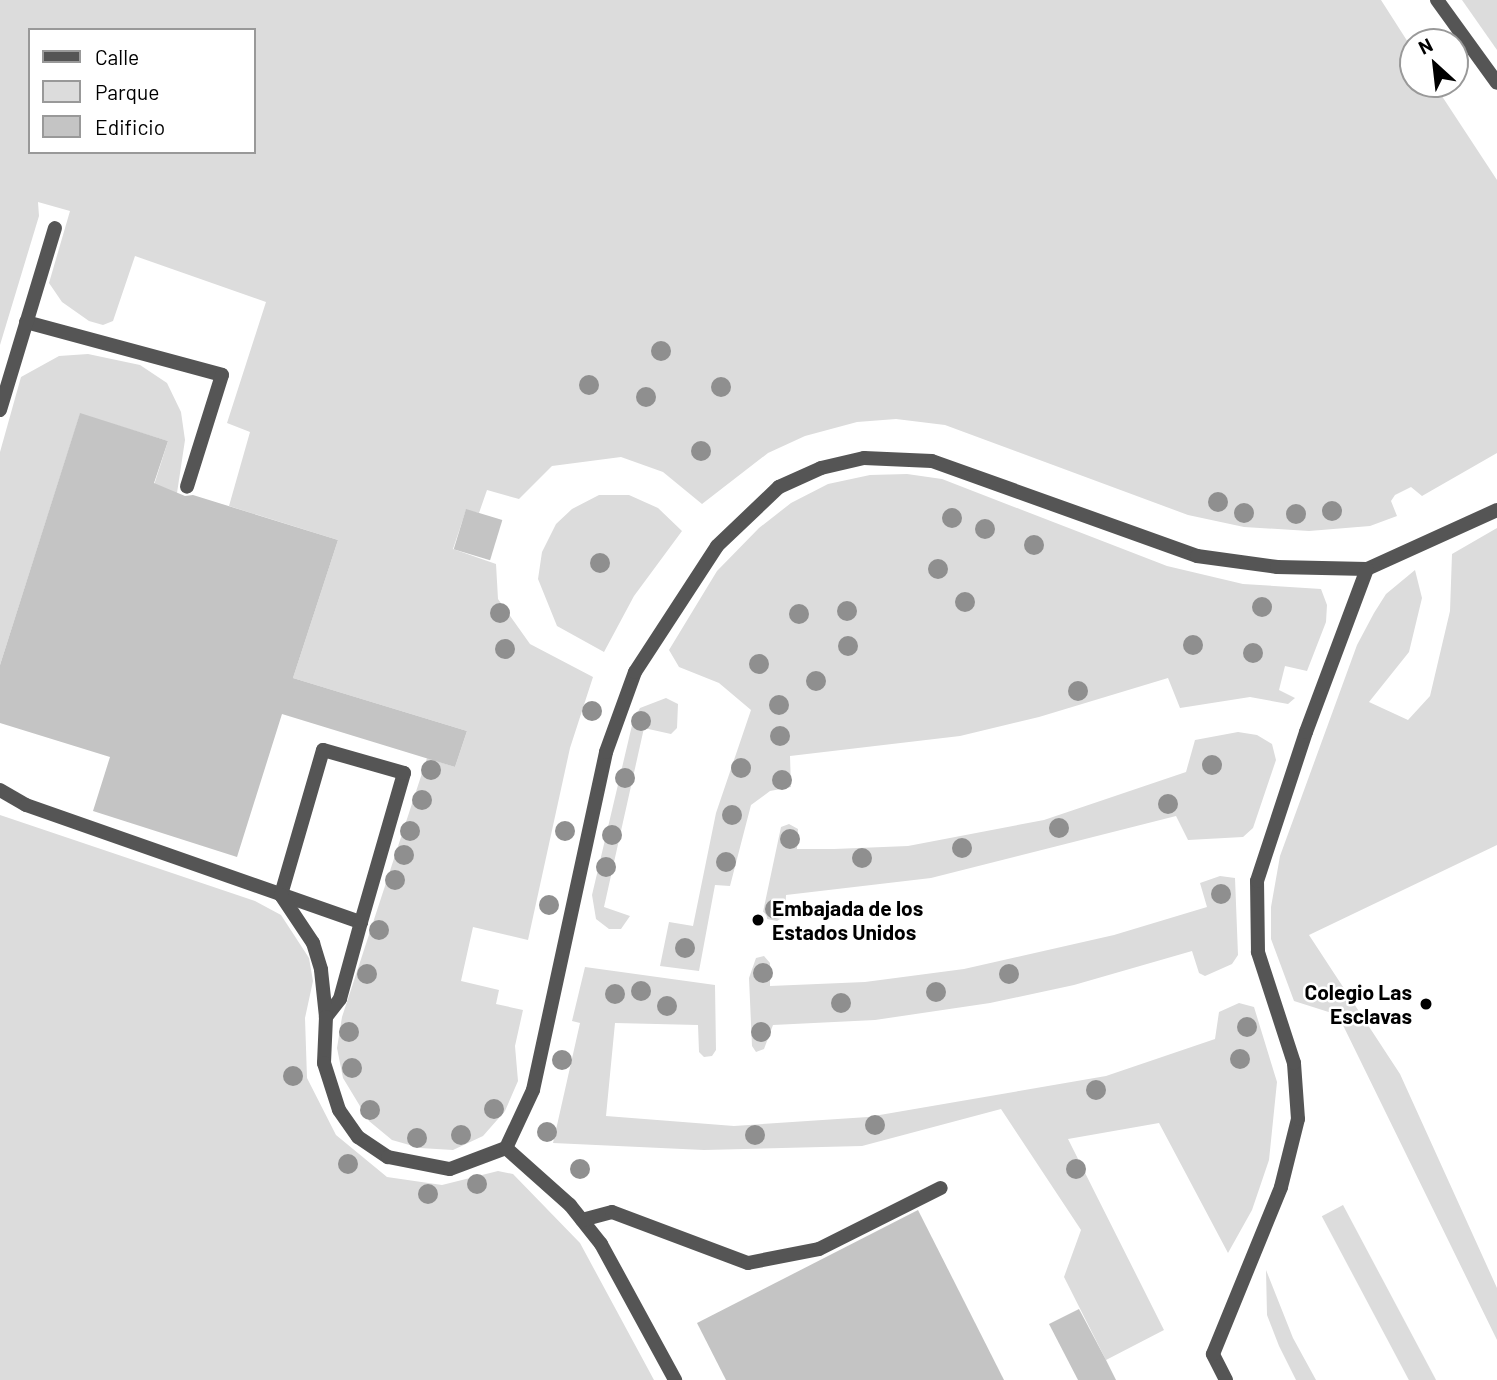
<!DOCTYPE html>
<style>
body{margin:0}
#map{position:relative;width:1497px;height:1380px;overflow:hidden;background:#fff;font-family:Barlow,sans-serif}
div>[style]{position:absolute}
.green>*{inset:0;background:#dcdcdc;transform-origin:0 0}
.building>*{inset:0;background:#c4c4c4;transform-origin:0 0}
.service>*{height:14px;margin:-7px;padding:0 7px;transform-origin:7px;border-radius:7px;background:#555}
.tertiary>*{height:14px;margin:-7px;padding:0 7px;transform-origin:7px;border-radius:7px;background:#555}
.trees>*{width:20px;height:20px;margin:-10px;border-radius:50%;background:#8f8f8f}
.dots>*{width:19px;height:19px;translate:-50% -50%;box-sizing:border-box;border:4px solid #fff;border-radius:50%}
span{translate:-50% -50%;white-space:nowrap;text-align:center;line-height:1.15;-webkit-text-stroke:5px #fff;paint-order:stroke}
.poi-label{font-size:21px;color:#000;font-weight:700}
.left{translate:0 -50%;text-align:left}
.right{translate:-100% -50%;text-align:right}
.legend{position:absolute;left:28px;top:28px;width:228px;height:126px;box-sizing:border-box;background:#fff;border:2px solid #999;margin:0;padding:9px 12px;list-style:none;font-size:21px;color:#000}
.legend li{display:flex;align-items:center;gap:14px;height:35px}
.legend b{width:35px;border:2px solid #999}
.north{position:absolute;left:1399px;top:28px;width:70px;height:70px;box-sizing:border-box;background:#fff;border:2px solid #999;border-radius:50%;rotate:333deg;font-size:19px;font-weight:700;line-height:28px;text-align:center;color:#000}
.north::after{content:'';display:block;margin:auto;width:24px;height:32px;background:#000;clip-path:polygon(50% 0,100% 100%,50% 72%,0 100%)}
</style>
<div id="map">
<div class="green">
<i style="clip-path:polygon(evenodd,0 0,1381px 0,1413px 50px,1413px 84px,1434px 84px,1497px 180px,1497px 453px,1422px 496px,1411px 487px,1395px 495px,1391px 501px,1397px 516px,1370px 526px,1309px 531px,1244px 527px,1188px 515px,945px 425px,896px 419px,857px 422px,805px 436px,768px 453px,702px 504px,663px 472px,621px 457px,552px 466px,519px 499px,487px 490px,479px 513px,466px 510px,453px 549px,496px 564px,498px 599px,530px 644px,593px 677px,570px 748px,528px 940px,473px 927px,461px 981px,499px 990px,496px 1004px,523px 1010px,515px 1046px,518px 1081px,505px 1111px,483px 1136px,453px 1150px,420px 1148px,392px 1140px,369px 1121px,343px 1078px,337px 1048px,342px 1017px,427px 758px,455px 767px,467px 731px,293px 678px,338px 540px,229px 506px,250px 432px,227px 423px,266px 302px,135px 256px,113px 321px,103px 325px,89px 321px,62px 302px,49px 283px,70px 211px,38px 202px,39px 216px,0 345px,0 0,30px 30px,254px 30px,254px 152px,30px 152px,30px 30px)"></i>
<i style="clip-path:polygon(1462px 0,1497px 0,1497px 50px)"></i>
<i style="clip-path:polygon(88px 354px,140px 365px,167px 383px,181px 412px,185px 440px,177px 493px,148px 504px,168px 441px,80px 414px,0 665px,0 452px,21px 377px,59px 356px)"></i>
<i style="clip-path:polygon(907px 474px,942px 479px,1167px 566px,1243px 584px,1321px 589px,1327px 605px,1326px 622px,1307px 671px,1285px 666px,1279px 690px,1295px 698px,1288px 704px,1250px 697px,1180px 708px,1168px 678px,1039px 717px,960px 736px,790px 756px,791px 787px,770px 791px,751px 805px,730px 886px,715px 885px,699px 971px,660px 966px,669px 922px,693px 926px,716px 813px,751px 710px,719px 683px,679px 667px,669px 650px,717px 571px,759px 528px,791px 503px,828px 484px,870px 475px)"></i>
<i style="clip-path:polygon(599px 495px,629px 495px,658px 508px,682px 531px,634px 596px,604px 652px,557px 626px,538px 579px,542px 552px,556px 524px,572px 509px)"></i>
<i style="clip-path:polygon(1497px 528px,1497px 845px,1309px 935px,1400px 1074px,1497px 1288px,1497px 1340px,1338px 1015px,1294px 1001px,1271px 939px,1271px 907px,1280px 856px,1357px 645px,1374px 613px,1386px 594px,1415px 570px,1422px 598px,1409px 652px,1369px 702px,1408px 720px,1430px 696px,1450px 611px,1452px 554px)"></i>
<i style="clip-path:polygon(666px 698px,678px 704px,677px 728px,671px 734px,644px 728px,604px 907px,630px 916px,621px 929px,609px 929px,596px 919px,592px 895px,633px 721px,640px 708px)"></i>
<i style="clip-path:polygon(1238px 732px,1257px 735px,1272px 744px,1276px 760px,1253px 828px,1243px 837px,1188px 840px,1176px 816px,931px 878px,786px 895px,785px 916px,777px 921px,767px 919px,763px 912px,781px 827px,789px 824px,798px 829px,797px 849px,834px 849px,908px 846px,1044px 820px,1186px 772px,1195px 740px)"></i>
<i style="clip-path:polygon(0 815px,255px 901px,281px 915px,309px 958px,313px 981px,305px 1018px,307px 1078px,336px 1135px,387px 1177px,442px 1185px,498px 1171px,513px 1174px,580px 1243px,654px 1380px,0 1380px)"></i>
<i style="clip-path:polygon(1220px 876px,1235px 878px,1238px 955px,1232px 964px,1205px 976px,1199px 973px,1192px 951px,1074px 985px,990px 1003px,875px 1020px,773px 1025px,764px 1049px,756px 1052px,752px 1046px,749px 978px,756px 958px,764px 956px,770px 963px,770px 986px,865px 982px,964px 969px,1114px 935px,1207px 907px,1200px 883px)"></i>
<i style="clip-path:polygon(585px 967px,715px 985px,716px 1050px,712px 1056px,704px 1057px,699px 1052px,698px 1025px,615px 1023px,606px 1116px,734px 1126px,868px 1117px,1106px 1076px,1215px 1039px,1219px 1012px,1239px 1003px,1254px 1007px,1277px 1082px,1269px 1160px,1252px 1210px,1228px 1253px,1159px 1123px,1068px 1139px,1164px 1330px,1106px 1360px,1064px 1277px,1081px 1230px,1001px 1109px,862px 1146px,704px 1150px,553px 1143px,580px 1023px,572px 1021px)"></i>
<i style="left:1343px;top:1205px;width:198px;height:24px;rotate:62deg"></i>
<i style="clip-path:polygon(1266px 1270px,1293px 1338px,1316px 1380px,1296px 1380px,1279px 1346px,1267px 1315px)"></i>
</div>
<div class="building">
<i style="clip-path:polygon(80px 413px,168px 441px,154px 483px,185px 496px,193px 495px,338px 540px,293px 678px,467px 731px,455px 767px,282px 714px,237px 857px,93px 811px,110px 757px,0 723px,0 665px)"></i>
<i style="left:466px;top:509px;width:38px;height:42px;rotate:17deg"></i>
<i style="clip-path:polygon(918px 1210px,1004px 1380px,726px 1380px,697px 1323px)"></i>
<i style="clip-path:polygon(1079px 1309px,1106px 1360px,1116px 1380px,1078px 1380px,1049px 1324px)"></i>
</div>
<div class="service">
<i style="left:26px;top:322px;width:203px;rotate:15.1deg"></i>
<i style="left:222px;top:375px;width:117px;rotate:107.4deg"></i>
<i style="left:0;top:410px;width:190px;rotate:-73.2deg"></i>
<i style="left:0;top:790px;width:30px;rotate:30deg"></i>
<i style="left:26px;top:805px;width:355px;rotate:19.3deg"></i>
<i style="left:361px;top:922px;width:80px;rotate:105.3deg"></i>
<i style="left:340px;top:999px;width:23px;rotate:128deg"></i>
<i style="left:361px;top:922px;width:155px;rotate:-73.9deg"></i>
<i style="left:404px;top:773px;width:84px;rotate:-164.1deg"></i>
<i style="left:323px;top:750px;width:151px;rotate:106.2deg"></i>
<i style="left:281px;top:895px;width:58px;rotate:56.3deg"></i>
<i style="left:313px;top:943px;width:28px;rotate:73deg"></i>
<i style="left:321px;top:970px;width:47px;rotate:83.9deg"></i>
<i style="left:326px;top:1017px;width:46px;rotate:92.5deg"></i>
<i style="left:324px;top:1063px;width:49px;rotate:72.3deg"></i>
<i style="left:339px;top:1110px;width:33px;rotate:55deg"></i>
<i style="left:358px;top:1137px;width:36px;rotate:34deg"></i>
<i style="left:388px;top:1157px;width:63px;rotate:11deg"></i>
<i style="left:450px;top:1169px;width:60px;rotate:-20.6deg"></i>
<i style="left:506px;top:1148px;width:64px;rotate:-65deg"></i>
<i style="left:533px;top:1090px;width:346px;rotate:-77.8deg"></i>
<i style="left:606px;top:752px;width:85px;rotate:-70.1deg"></i>
<i style="left:635px;top:672px;width:150px;rotate:-56.9deg"></i>
<i style="left:717px;top:546px;width:86px;rotate:-43.6deg"></i>
<i style="left:779px;top:487px;width:46px;rotate:-24.3deg"></i>
<i style="left:821px;top:468px;width:44px;rotate:-13.1deg"></i>
<i style="left:864px;top:458px;width:68px;rotate:2.5deg"></i>
<i style="left:932px;top:461px;width:282px;rotate:19.7deg"></i>
<i style="left:1197px;top:556px;width:81px;rotate:7.8deg"></i>
<i style="left:1277px;top:567px;width:90px;rotate:1.3deg"></i>
<i style="left:1367px;top:569px;width:143px;rotate:-24.4deg"></i>
<i style="left:506px;top:1148px;width:86px;rotate:41.7deg"></i>
<i style="left:570px;top:1205px;width:50px;rotate:51.5deg"></i>
<i style="left:601px;top:1244px;width:155px;rotate:61.4deg"></i>
<i style="left:582px;top:1220px;width:31px;rotate:-15deg"></i>
<i style="left:612px;top:1212px;width:145px;rotate:20.6deg"></i>
<i style="left:748px;top:1263px;width:72px;rotate:-11.2deg"></i>
<i style="left:819px;top:1249px;width:136px;rotate:-26.6deg"></i>
<i style="left:1226px;top:1380px;width:29px;rotate:-117deg"></i>
<i style="left:1213px;top:1354px;width:180px;rotate:-67.8deg"></i>
<i style="left:1281px;top:1187px;width:70px;rotate:-76deg"></i>
<i style="left:1298px;top:1119px;width:56px;rotate:-94.1deg"></i>
<i style="left:1294px;top:1063px;width:117px;rotate:-108deg"></i>
<i style="left:1258px;top:952px;width:71px;rotate:-90.8deg"></i>
<i style="left:1257px;top:881px;width:157px;rotate:-71.8deg"></i>
<i style="left:1306px;top:732px;width:174px;rotate:-69.5deg"></i>
</div>
<div class="tertiary">
<i style="left:1437px;top:0;width:102px;rotate:54.1deg"></i>
</div>
<div class="trees">
<i style="left:661px;top:351px"></i>
<i style="left:589px;top:385px"></i>
<i style="left:721px;top:387px"></i>
<i style="left:646px;top:397px"></i>
<i style="left:701px;top:451px"></i>
<i style="left:1218px;top:502px"></i>
<i style="left:1332px;top:511px"></i>
<i style="left:1244px;top:513px"></i>
<i style="left:1296px;top:514px"></i>
<i style="left:952px;top:518px"></i>
<i style="left:985px;top:529px"></i>
<i style="left:1034px;top:545px"></i>
<i style="left:600px;top:563px"></i>
<i style="left:938px;top:569px"></i>
<i style="left:965px;top:602px"></i>
<i style="left:1262px;top:607px"></i>
<i style="left:847px;top:611px"></i>
<i style="left:500px;top:613px"></i>
<i style="left:799px;top:614px"></i>
<i style="left:1193px;top:645px"></i>
<i style="left:848px;top:646px"></i>
<i style="left:505px;top:649px"></i>
<i style="left:1253px;top:653px"></i>
<i style="left:759px;top:664px"></i>
<i style="left:816px;top:681px"></i>
<i style="left:1078px;top:691px"></i>
<i style="left:779px;top:705px"></i>
<i style="left:592px;top:711px"></i>
<i style="left:641px;top:721px"></i>
<i style="left:780px;top:736px"></i>
<i style="left:1212px;top:765px"></i>
<i style="left:741px;top:768px"></i>
<i style="left:431px;top:770px"></i>
<i style="left:625px;top:778px"></i>
<i style="left:782px;top:780px"></i>
<i style="left:422px;top:800px"></i>
<i style="left:1168px;top:804px"></i>
<i style="left:732px;top:815px"></i>
<i style="left:1059px;top:828px"></i>
<i style="left:410px;top:831px"></i>
<i style="left:565px;top:831px"></i>
<i style="left:612px;top:835px"></i>
<i style="left:790px;top:839px"></i>
<i style="left:962px;top:848px"></i>
<i style="left:404px;top:855px"></i>
<i style="left:862px;top:858px"></i>
<i style="left:726px;top:862px"></i>
<i style="left:606px;top:867px"></i>
<i style="left:395px;top:880px"></i>
<i style="left:1221px;top:894px"></i>
<i style="left:549px;top:905px"></i>
<i style="left:775px;top:909px"></i>
<i style="left:379px;top:930px"></i>
<i style="left:685px;top:948px"></i>
<i style="left:763px;top:973px"></i>
<i style="left:367px;top:974px"></i>
<i style="left:1009px;top:974px"></i>
<i style="left:641px;top:991px"></i>
<i style="left:936px;top:992px"></i>
<i style="left:615px;top:994px"></i>
<i style="left:841px;top:1003px"></i>
<i style="left:667px;top:1006px"></i>
<i style="left:1247px;top:1027px"></i>
<i style="left:349px;top:1032px"></i>
<i style="left:761px;top:1032px"></i>
<i style="left:1240px;top:1059px"></i>
<i style="left:562px;top:1060px"></i>
<i style="left:352px;top:1068px"></i>
<i style="left:293px;top:1076px"></i>
<i style="left:1096px;top:1090px"></i>
<i style="left:494px;top:1109px"></i>
<i style="left:370px;top:1110px"></i>
<i style="left:875px;top:1125px"></i>
<i style="left:547px;top:1132px"></i>
<i style="left:461px;top:1135px"></i>
<i style="left:755px;top:1135px"></i>
<i style="left:417px;top:1138px"></i>
<i style="left:348px;top:1164px"></i>
<i style="left:580px;top:1169px"></i>
<i style="left:1076px;top:1169px"></i>
<i style="left:477px;top:1184px"></i>
<i style="left:428px;top:1194px"></i>
</div>
<div class="dots">
<i style="left:758px;top:920px;background:#000"></i>
<i style="left:1426px;top:1004px;background:#000"></i>
</div>
<div class="poi-label">
<span class="left" style="left:772px;top:920px">Embajada de los<br>Estados Unidos</span>
<span class="right" style="left:1412px;top:1004px">Colegio Las<br>Esclavas</span>
</div>
<ul class="legend">
<li><b style="height:9px;background:#555"></b>Calle</li>
<li><b style="height:19px;background:#dcdcdc"></b>Parque</li>
<li><b style="height:19px;background:#c4c4c4"></b>Edificio</li>
</ul>
<div class="north">N</div>
</div>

========================================================================

WHAT THE EXERCISE ASKS
Where a line in the preceding listing contains the word "weight", include it in your count, and reply with that number alone.

FINAL ANSWER
2